I would like to see a President who has worked a front-line, retail or customer service job. In these jobs, that mostly all of us had growing up, we very often had to deal with cranky, irritated and sometimes just miserable people who thought they had the right to talk down to us because of our job. Usually, we would have to take the verbal barbs and not fight back. Having this background would ensure that one realizes that just because people are 'below' you in terms of job title or economic status, they are still human beings and must be treated as such.
My ideal president has also had a job in management. When we watch shows like Undercover Boss, we see CEO's that fail miserably at doing front-line tasks as mentioned above. While this is true, I feel that being in management also denotes taking a 'big picture' look at situations. Further, in recent years people who lead companies or organizations are almost vilified - as if they are modern day robber barons. A candidate with management experience would understand that leaders are not just sitting in conference rooms smoking cigars; very often they are up nights worried about making payroll, among other pressing needs that the public and the rank and file are not always privy to.
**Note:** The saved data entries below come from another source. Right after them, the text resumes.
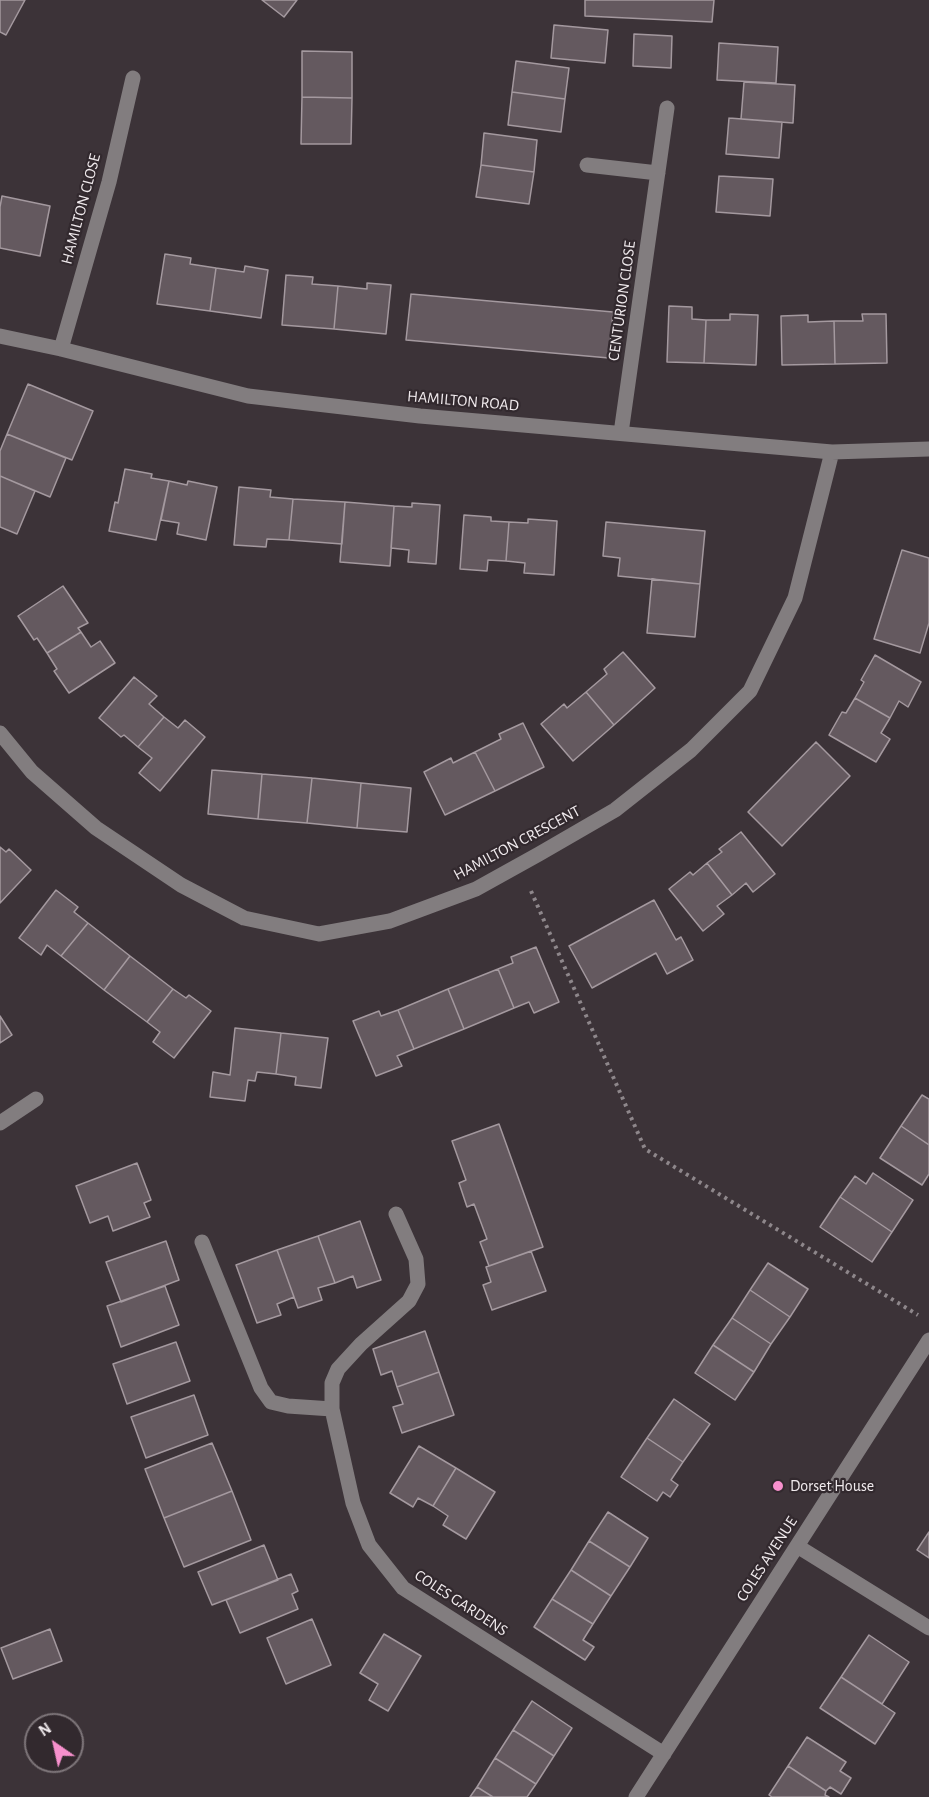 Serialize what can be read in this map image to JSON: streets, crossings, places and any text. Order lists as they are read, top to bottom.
{
  "streets": {
    "street": [
      "HAMILTON CLOSE",
      "CENTURION CLOSE",
      "HAMILTON ROAD",
      "HAMILTON CRESCENT",
      "COLES AVENUE",
      "COLES GARDENS"
    ]
  },
  "crossings": [
    ["HAMILTON CLOSE", "HAMILTON ROAD"],
    ["CENTURION CLOSE", "HAMILTON ROAD"],
    ["HAMILTON ROAD", "HAMILTON CRESCENT"],
    ["COLES AVENUE", "COLES GARDENS"]
  ],
  "places": ["Dorset House"],
  "north": "top left"
}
This ideal president would also have experienced at least a couple of months of involuntary unemployment. Waking up having a job, and going to bed with uncertainty of your next paycheck and how to provide for yourself and your family is something that has been experienced my millions of Americans, including myself. Someone who has been through this understands that people without jobs are not 'leeches', they are not drains on the system, they are human beings who need a hand up.
Bring me a candidate who has these life experiences and I will support them regardless of party, creed, gender, or any of the associated window dressings. Because they, truly, will have the experience necessary to become President of these United States.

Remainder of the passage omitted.